CARB draws sharp fire on AB 32 — from the left

CARB draws sharp fire on AB 32 — from the left

ab32scopingDavid Roberts — a Grist.org journalist who has an easy command of energy issues that makes his NRDC-style environmentalism easier to take — has written a sharp piece about AB 32. Roberts details what he calls an “avoidable mess” in the implementation of the law by the California Air Resources Board that limits how much environmental good it can do.

We hear plenty of CARB critics from libertarian and conservative circles. Here’s what a sharp liberal critic of CARB sounds like:

Now, say a utility in a carbon market wants to reduce its carbon emissions. It could build renewable energy generation, or launch efficiency or demand-response programs, but gosh, that stuff is expensive and difficult. Isn’t there something easier and cheaper? Why yes! Here’s two other things it could do.

One, it could sell its ownership stake in a coal plant and buy a stake in a natural gas plant. Voilà! The net emissions of its power portfolio has declined.

Or two, it could shuffle power contracts away from coal plants to unspecified sources, which are treated as natural gas. (More sinister yet, it could help a coal plant obscure the source of its power, rendering it unspecified.) Again: voilà! For bookkeeping purposes, its emissions have fallen.

See what’s wrong here? In both cases, the utility reduced the emissions for which it is responsible, but real-world emissions did not decline at all. The same amount of dirty energy is still feeding into the western grid. The emissions just got “shuffled” off the California utility’s books.

For obvious reasons, resource shuffling is bad news for carbon markets. It makes carbon emissions into a meaningless shell game, exactly the sort of shenanigans cap-and-trade critics are always warning about.

CA regulators saw problem coming

Liberal lawmakers have long downplayed this potential problem. But Roberts says CARB was aware of it and wrote AB 32 to avoid it — at least in theory:

AB32 contains strong language on leakage, saying that regulations must “minimize leakage” and that emission reductions achieved under the program must be “real, permanent, quantifiable, verifiable, and enforceable by the state board.”

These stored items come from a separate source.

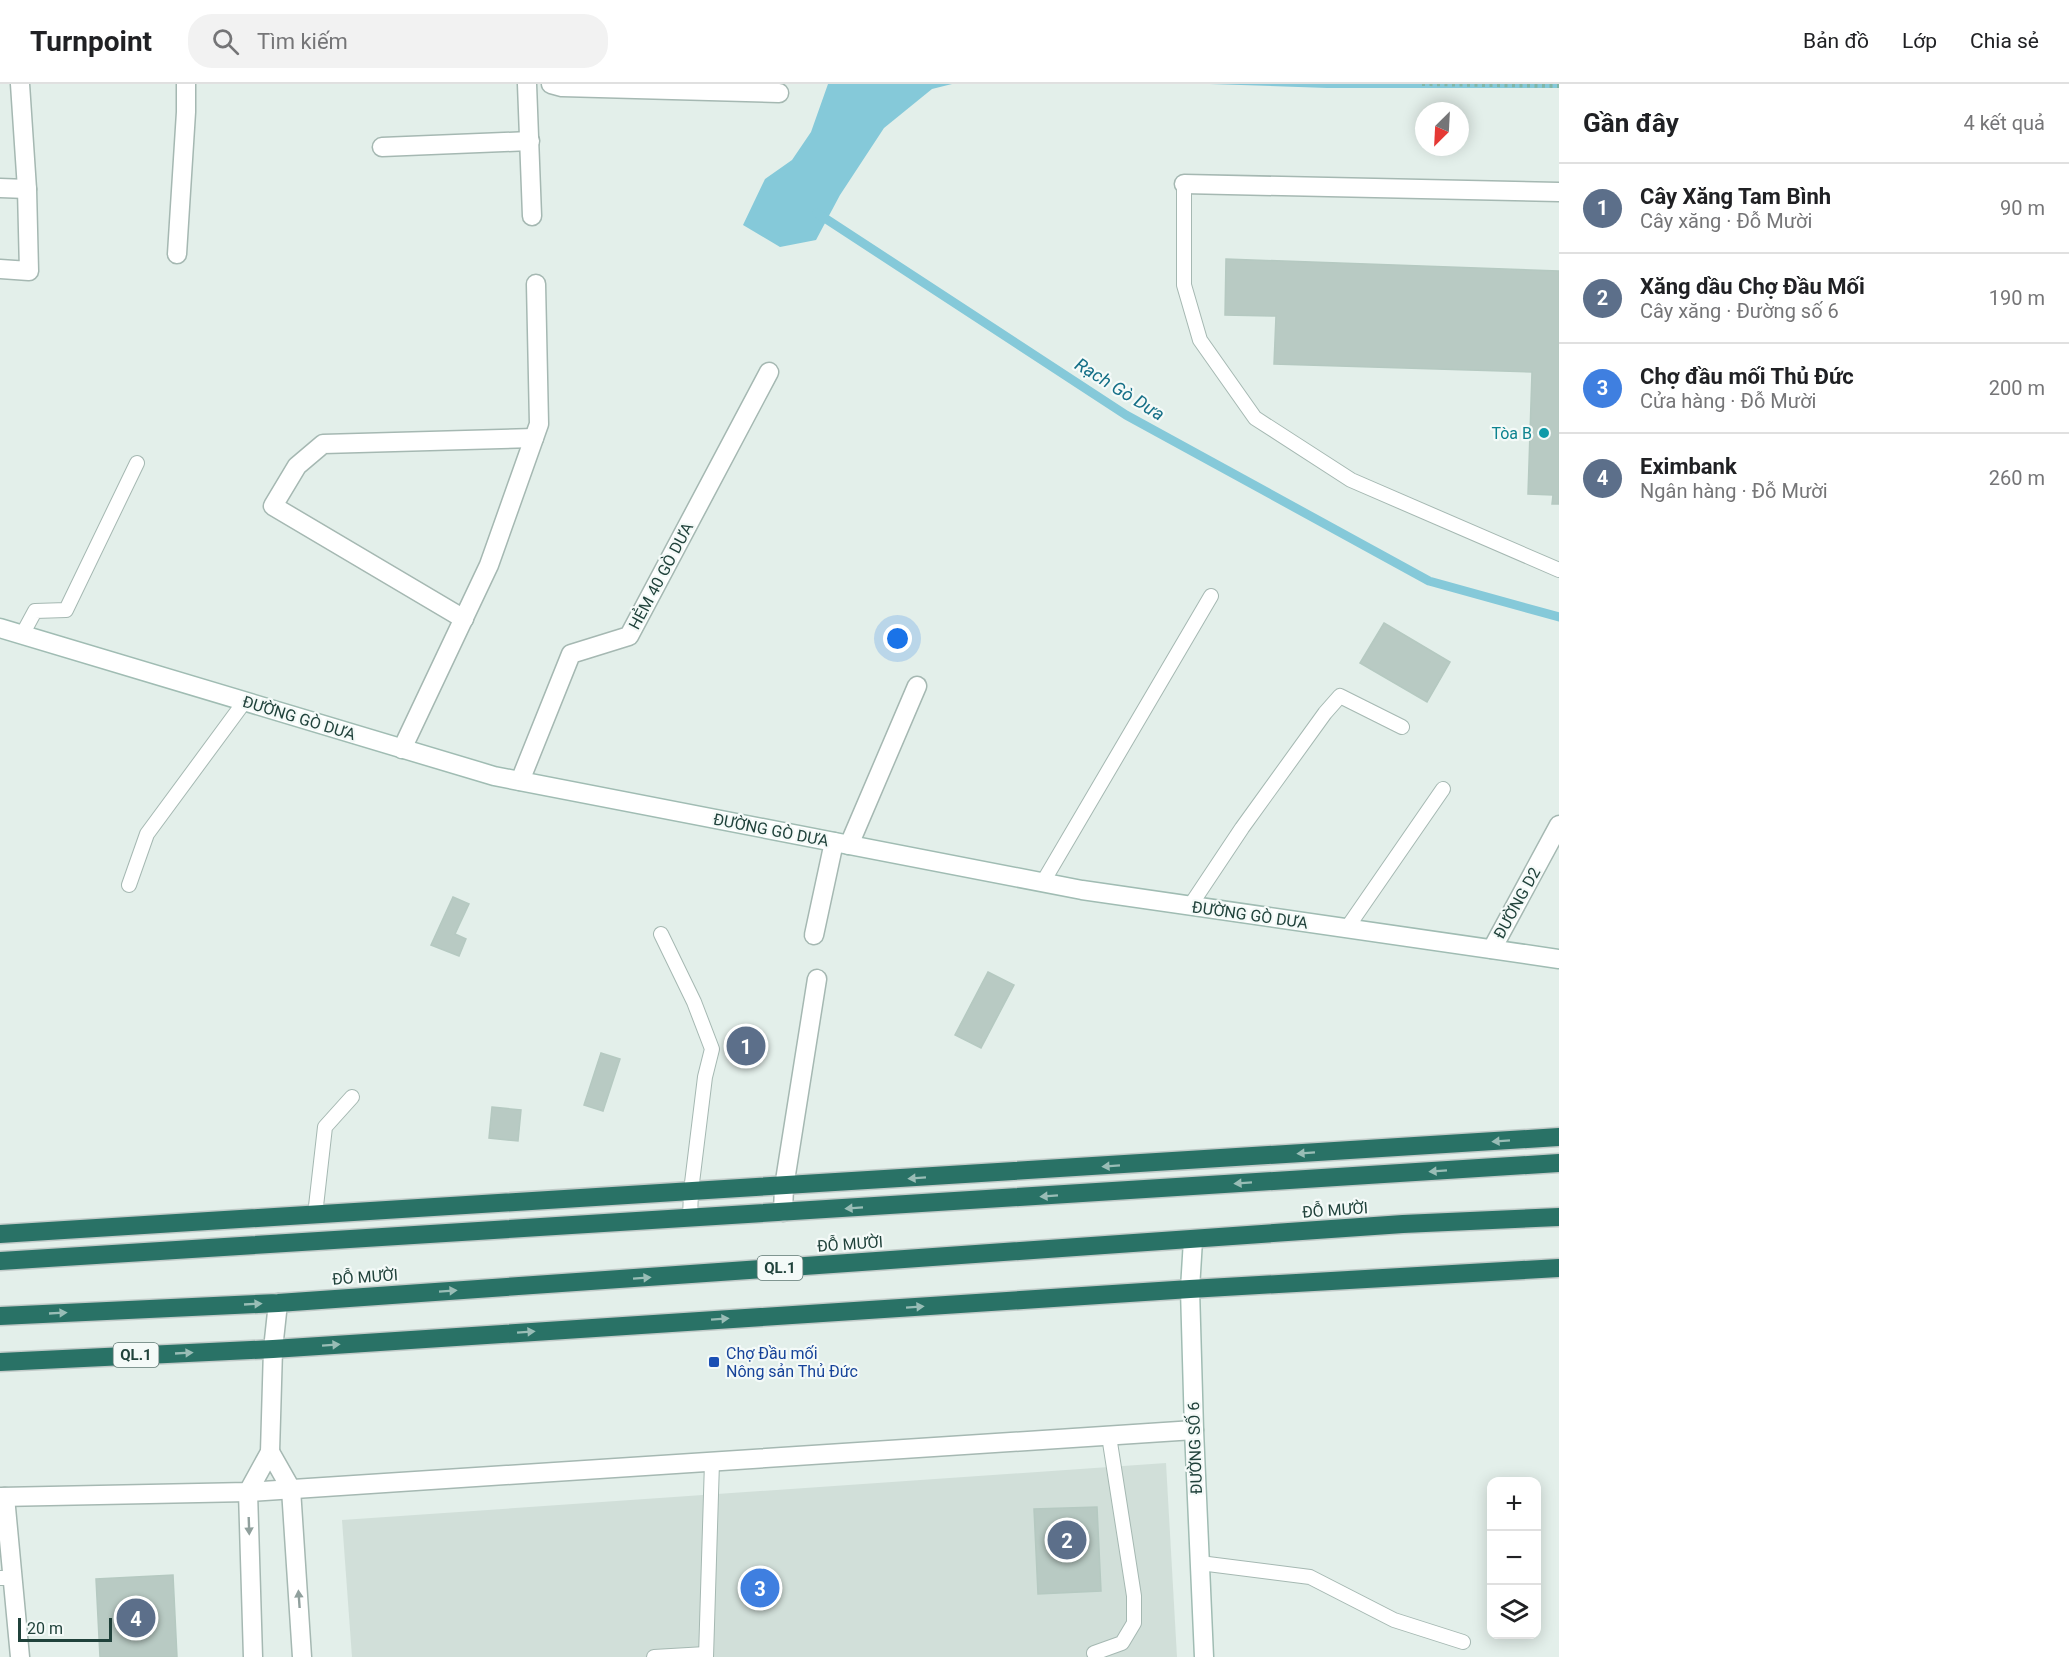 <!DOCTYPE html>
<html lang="vi">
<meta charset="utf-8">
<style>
body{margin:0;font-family:Roboto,sans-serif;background:#f2f2f2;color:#202124}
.controls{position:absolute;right:18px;bottom:18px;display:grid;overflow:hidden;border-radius:12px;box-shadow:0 3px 15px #0003}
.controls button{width:54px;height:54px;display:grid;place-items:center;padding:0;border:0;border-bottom:2px solid #e0e0e0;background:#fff;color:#202124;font:30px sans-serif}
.compass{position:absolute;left:1415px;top:18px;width:54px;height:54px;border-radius:50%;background:#fff;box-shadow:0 3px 15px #0003;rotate:204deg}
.scale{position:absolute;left:18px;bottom:15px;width:94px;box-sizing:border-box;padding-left:6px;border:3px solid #20423b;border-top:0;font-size:16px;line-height:21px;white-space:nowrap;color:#20423b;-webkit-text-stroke:4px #f4faf8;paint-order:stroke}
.you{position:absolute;left:898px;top:555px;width:21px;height:21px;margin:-15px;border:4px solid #fff;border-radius:50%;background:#1a73e8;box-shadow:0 0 0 9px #1a73e833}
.badge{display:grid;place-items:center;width:39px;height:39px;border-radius:50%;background:#ea580c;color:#fff;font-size:20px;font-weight:700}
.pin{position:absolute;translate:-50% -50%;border:3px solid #fff;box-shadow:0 2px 6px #0006}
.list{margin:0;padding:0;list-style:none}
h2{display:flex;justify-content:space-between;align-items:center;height:78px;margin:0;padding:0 24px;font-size:26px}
h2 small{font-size:20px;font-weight:400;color:#757577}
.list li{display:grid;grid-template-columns:39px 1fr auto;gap:18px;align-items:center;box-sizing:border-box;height:90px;padding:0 24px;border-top:2px solid #e0e0e0}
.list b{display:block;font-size:22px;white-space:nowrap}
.list p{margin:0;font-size:20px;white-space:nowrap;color:#757577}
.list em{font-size:20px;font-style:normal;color:#757577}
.icon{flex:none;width:33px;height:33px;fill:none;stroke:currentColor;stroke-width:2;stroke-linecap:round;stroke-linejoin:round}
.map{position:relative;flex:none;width:1559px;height:1573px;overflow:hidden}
header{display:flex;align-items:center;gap:36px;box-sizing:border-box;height:84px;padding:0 30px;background:#fff;border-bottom:2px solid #e0e0e0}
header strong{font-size:28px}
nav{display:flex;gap:33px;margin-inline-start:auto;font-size:21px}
.search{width:420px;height:54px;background:#f2f2f2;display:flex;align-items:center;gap:15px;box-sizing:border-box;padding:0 21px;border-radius:24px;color:#757577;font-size:22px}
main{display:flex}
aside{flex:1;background:#fff}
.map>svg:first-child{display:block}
.built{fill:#d1dfd9}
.water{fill:#85c9d9}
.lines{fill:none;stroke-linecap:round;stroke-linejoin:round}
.stream{stroke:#85c9d9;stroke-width:9}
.building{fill:#b8cac3;stroke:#b5c9c1;stroke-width:1.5}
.lane-casing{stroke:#a5b8b2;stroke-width:16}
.street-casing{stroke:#a5b8b2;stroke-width:21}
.secondary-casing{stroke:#a0bcb3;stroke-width:21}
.highway-casing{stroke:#c1cac8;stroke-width:21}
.path{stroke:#80b6a7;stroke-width:4;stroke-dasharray:3 4.5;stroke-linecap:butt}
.lane{stroke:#fff;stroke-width:14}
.street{stroke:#fff;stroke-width:18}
.secondary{stroke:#fff;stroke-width:18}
.highway{stroke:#297266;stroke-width:18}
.oneway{fill:#99bdb6}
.oneway2{fill:#90a09d}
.culture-dot{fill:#0f9aa8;stroke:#f4faf8;stroke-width:2}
.transit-dot{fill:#1a4fb4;stroke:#f4faf8;stroke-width:2}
.labels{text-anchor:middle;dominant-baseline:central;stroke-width:4.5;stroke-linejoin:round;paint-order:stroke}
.shield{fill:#f4faf8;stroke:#607974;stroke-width:1.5}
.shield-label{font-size:15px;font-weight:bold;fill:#20423b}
.culture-label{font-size:16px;fill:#0d838f;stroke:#f4faf8;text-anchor:end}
.street-label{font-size:16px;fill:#20423b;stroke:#f4faf8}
.transit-label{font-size:16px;fill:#164399;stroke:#f4faf8;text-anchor:start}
.water-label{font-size:18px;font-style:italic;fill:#136e86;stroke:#f4faf8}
</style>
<header>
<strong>Turnpoint</strong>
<div class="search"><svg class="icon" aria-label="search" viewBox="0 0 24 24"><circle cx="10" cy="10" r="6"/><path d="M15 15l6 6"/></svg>Tìm kiếm</div>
<nav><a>Bản đồ</a><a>Lớp</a><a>Chia sẻ</a></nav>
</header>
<main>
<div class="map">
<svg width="1559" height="1573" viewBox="0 0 1559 1573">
<rect width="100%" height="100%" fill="#e3efea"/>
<!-- built -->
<path class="built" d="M 1166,1379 L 1177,1573 L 352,1573 L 342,1436 Z"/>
<!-- water -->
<g class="water">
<path d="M 828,0 L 952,0 L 932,5 L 884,44 L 840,111 L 816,156 L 780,163 L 743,141 L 765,95 L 792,76 L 811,48 Z"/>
<path d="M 1210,0 L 1559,0 L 1559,4 L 1327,4 Z"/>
</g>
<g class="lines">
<!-- stream -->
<path class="stream" d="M 817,129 L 1126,331 L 1429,497 L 1559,533"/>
</g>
<!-- building -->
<g class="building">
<path d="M 1226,175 L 1559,187 L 1559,420 L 1552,420 L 1553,411 L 1528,410 L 1532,288 L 1274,280 L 1276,232 L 1225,231 Z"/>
<path d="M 1384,539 L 1450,578 L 1427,618 L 1360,579 Z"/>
<path d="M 453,813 L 469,820 L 455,850 L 466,855 L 459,872 L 431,861 Z"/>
<path d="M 988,888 L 1014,901 L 981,964 L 955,951 Z"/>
<path d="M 601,969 L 620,975 L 603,1027 L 584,1021 Z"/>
<path d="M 492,1023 L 521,1026 L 518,1057 L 489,1054 Z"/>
<path d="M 1097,1423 L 1101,1507 L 1038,1510 L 1034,1425 Z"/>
<path d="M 173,1491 L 177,1573 L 100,1573 L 96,1495 Z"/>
</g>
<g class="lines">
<defs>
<g id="lane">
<path d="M 1184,100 L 1184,201 L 1200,256 L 1255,334 L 1351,396 L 1559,486"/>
<path d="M 22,551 L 35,527 L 66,526 L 137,379"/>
<path d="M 1043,798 L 1211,512"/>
<path d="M 129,801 L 147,750 L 245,617"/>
<path d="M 1190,822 L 1242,744 L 1325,629 L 1340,612 L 1402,643"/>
<path d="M 1347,844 L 1443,705"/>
<path d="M 661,850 L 694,918 L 712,965 L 705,993 L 691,1107 L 690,1134"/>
<path d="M 315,1131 L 325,1043 L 352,1013"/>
<path d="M 1200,1479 L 1310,1493 L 1394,1536 L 1463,1558"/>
<path d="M 0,1494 L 12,1494"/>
<path d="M 1094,1569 L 1122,1559 L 1134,1539 L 1134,1512 L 1109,1352"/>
<path d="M 654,1573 L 706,1570"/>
<path d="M 706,1573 L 712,1378"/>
</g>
<g id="street">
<path d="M 527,0 L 532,132"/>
<path d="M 551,0 L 562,3 L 779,9"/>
<path d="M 382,63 L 530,57"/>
<path d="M 1184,100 L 1559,108"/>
<path d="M 0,104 L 27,105"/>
<path d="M 177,170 L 186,28 L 186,0"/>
<path d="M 0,185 L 29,187 L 27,105 L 20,0"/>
<path d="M 464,535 L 273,422 L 297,382 L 323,360 L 534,354"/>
<path d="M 402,665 L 489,481 L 539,340 L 536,200"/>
<path d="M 520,697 L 571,570 L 629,552 L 769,288"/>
<path d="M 849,761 L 917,602"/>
<path d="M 814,851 L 834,758"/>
<path d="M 1492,865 L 1559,741"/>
<path d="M 783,1128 L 784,1103 L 817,895"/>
<path d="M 270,1368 L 291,1405 L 302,1573"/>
<path d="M 0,1413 L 248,1408 L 1194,1346"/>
<path d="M 5,1413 L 20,1573"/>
<path d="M 253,1573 L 248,1408 L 270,1368 L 273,1265 L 278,1219"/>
</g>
<g id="secondary">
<path d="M 0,544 L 494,692 L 1082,806 L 1559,875"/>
<path d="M 1193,1156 L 1190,1205 L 1194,1346 L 1204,1573"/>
</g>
<g id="highway">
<path d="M 0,1150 L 1559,1053"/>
<path d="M 0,1177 L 1559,1079"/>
<path d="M 0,1232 L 278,1219 L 1403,1140 L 1559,1133"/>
<path d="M 0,1278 L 273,1265 L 1190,1205 L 1559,1184"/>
</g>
</defs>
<!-- lane casing -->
<use href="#lane" class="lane-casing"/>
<!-- street casing -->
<use href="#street" class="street-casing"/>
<!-- secondary casing -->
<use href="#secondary" class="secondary-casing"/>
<!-- highway casing -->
<use href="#highway" class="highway-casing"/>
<!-- path -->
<path class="path" d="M 1422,0 L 1559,2"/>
<!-- lane -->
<use href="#lane" class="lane"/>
<!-- street -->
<use href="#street" class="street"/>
<!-- secondary -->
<use href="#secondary" class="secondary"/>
<!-- highway -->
<use href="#highway" class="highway"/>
</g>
<!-- one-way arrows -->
<defs><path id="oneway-solid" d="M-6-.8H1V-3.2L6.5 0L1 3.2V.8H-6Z" transform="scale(1.5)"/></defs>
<g class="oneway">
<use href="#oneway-solid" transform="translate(1501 1057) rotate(176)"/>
<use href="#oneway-solid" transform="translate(1306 1069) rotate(176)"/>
<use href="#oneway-solid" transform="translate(1111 1082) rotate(176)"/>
<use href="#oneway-solid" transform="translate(1438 1087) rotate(176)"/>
<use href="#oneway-solid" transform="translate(917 1094) rotate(176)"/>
<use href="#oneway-solid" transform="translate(1243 1099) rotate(176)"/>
<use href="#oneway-solid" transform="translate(1049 1112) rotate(176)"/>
<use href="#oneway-solid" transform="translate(854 1124) rotate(176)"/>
<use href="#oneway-solid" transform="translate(642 1194) rotate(-4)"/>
<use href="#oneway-solid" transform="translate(448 1207) rotate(-4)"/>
<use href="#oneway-solid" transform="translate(253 1220) rotate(-3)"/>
<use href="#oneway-solid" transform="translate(915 1223) rotate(-4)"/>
<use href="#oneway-solid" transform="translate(58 1229) rotate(-3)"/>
<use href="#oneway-solid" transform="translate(720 1235) rotate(-4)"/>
<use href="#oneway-solid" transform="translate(526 1248) rotate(-4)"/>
<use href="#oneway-solid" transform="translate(331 1261) rotate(-4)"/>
<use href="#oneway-solid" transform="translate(184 1269) rotate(-3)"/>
</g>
<g class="oneway2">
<use href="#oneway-solid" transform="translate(249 1442) rotate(88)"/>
<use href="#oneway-solid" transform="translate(299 1515) rotate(-94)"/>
</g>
<!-- markers -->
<circle class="culture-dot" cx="1544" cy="349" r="6"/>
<rect class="transit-dot" x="708" y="1272" width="12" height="12" rx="3"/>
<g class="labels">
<!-- shield labels -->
<g class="shield">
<rect x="757.5" y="1172" width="45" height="24" rx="4.5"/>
<rect x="113.5" y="1259" width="45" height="24" rx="4.5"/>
</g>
<g class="shield-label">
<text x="780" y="1184">QL.1</text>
<text x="136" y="1271">QL.1</text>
</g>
<!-- culture labels -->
<g class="culture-label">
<text x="1532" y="349">Tòa B</text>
</g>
<!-- street labels -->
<g class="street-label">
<text transform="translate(661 492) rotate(-62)">HẺM 40 GÒ DƯA</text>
<text transform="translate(299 634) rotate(17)">ĐƯỜNG GÒ DƯA</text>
<text transform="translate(771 746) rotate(11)">ĐƯỜNG GÒ DƯA</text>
<text transform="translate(1517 819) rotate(-61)">ĐƯỜNG D2</text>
<text transform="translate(1250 831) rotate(8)">ĐƯỜNG GÒ DƯA</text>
<text transform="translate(1335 1126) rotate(-4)">ĐỖ MƯỜI</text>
<text transform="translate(850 1160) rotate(-4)">ĐỖ MƯỜI</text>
<text transform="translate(365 1193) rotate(-4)">ĐỖ MƯỜI</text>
<text transform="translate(1195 1364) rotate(-92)">ĐƯỜNG SỐ 6</text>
</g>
<!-- transit labels -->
<g class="transit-label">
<text x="726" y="1269">Chợ Đầu mối<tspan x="726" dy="18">Nông sản Thủ Đức</tspan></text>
</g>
<!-- water labels -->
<g class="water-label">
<text transform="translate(1120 305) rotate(32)">Rạch Gò Dưa</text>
</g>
</g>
</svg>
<div class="controls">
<button>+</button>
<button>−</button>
<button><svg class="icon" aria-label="layers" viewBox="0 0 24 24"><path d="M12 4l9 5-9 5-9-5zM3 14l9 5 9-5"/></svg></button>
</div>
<svg class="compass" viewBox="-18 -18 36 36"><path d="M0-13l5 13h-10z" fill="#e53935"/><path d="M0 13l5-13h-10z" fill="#757577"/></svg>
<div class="scale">20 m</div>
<div class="you"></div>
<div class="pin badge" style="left:746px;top:962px;background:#5c6f8a">1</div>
<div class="pin badge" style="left:1067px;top:1456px;background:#5c6f8a">2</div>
<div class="pin badge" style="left:760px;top:1504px;background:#3f7fe0">3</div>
<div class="pin badge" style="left:136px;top:1534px;background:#5c6f8a">4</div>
</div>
<aside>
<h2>Gần đây<small>4 kết quả</small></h2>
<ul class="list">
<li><span class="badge" style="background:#5c6f8a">1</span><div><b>Cây Xăng Tam Bình</b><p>Cây xăng · Đỗ Mười</p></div><em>90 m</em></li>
<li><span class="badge" style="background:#5c6f8a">2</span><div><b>Xăng dầu Chợ Đầu Mối</b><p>Cây xăng · Đường số 6</p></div><em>190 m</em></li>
<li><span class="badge" style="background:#3f7fe0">3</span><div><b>Chợ đầu mối Thủ Đức</b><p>Cửa hàng · Đỗ Mười</p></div><em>200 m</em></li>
<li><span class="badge" style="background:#5c6f8a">4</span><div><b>Eximbank</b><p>Ngân hàng · Đỗ Mười</p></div><em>260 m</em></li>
</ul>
</aside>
</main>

And the initial guidance document written by regulators (which details the mechanics of how AB32 is to be implemented) stated clearly that “resource shuffling is prohibited and is a violation of this article.” In fact, the initial guidance contained a provision that would have forced utility executives to testify under oath that their emission reductions were real and not merely shuffled. Powerful and unambiguous stuff!

ccarb_logoUC Berkeley research fellow Danny Cullenward tells the story of what happened next:

“[Banning resource shuffling outright] proved controversial. In the months leading up to the beginning of the market’s first compliance period, several stakeholders objected to the resource shuffling rules and began agitating for reforms. The first public proposal came from California’s investor-owned utilities, which in September 2012 advocated a series of exemptions to the prohibition on resource shuffling. The following month, [the California Air Resources Board] directed its staff to develop modifications to the resource shuffling regulations, providing 13 fully developed ‘safe harbor’ exemptions to the definition of resource shuffling directly comparable to, if not more permissive than, the Joint Utilities Group proposal. A few weeks later, CARB staff released a new regulatory guidance document that incorporated these safe harbors, almost word for word.”

So the new AB32 regulations now say that resource shuffling is prohibited … except “when the substitution occurs pursuant to the conditions listed in section 95852(b)(2)(A).” Just a little tweak, right? Except 95852(b)(2)(A) contains loopholes wide enough to sneak a coal plant through. (To see for yourself, check out the current regulations, pp. 106-108.)

In other words: California regulators caved.

CARB’s self-reverence may not be deserved

One person’s view of what constitutes caving might well be another person’s reasonable compromise. But it’s still interesting to see a liberal, deeply informed out-of-state journalist — Roberts lives in Seattle — investigate the air board and conclude that the agency’s high opinion of itself isn’t warranted.

David Roberts will find lots of libertarian and conservative Californians probably agree with him on this, starting with Cal Watchdog contributor … Dave Roberts.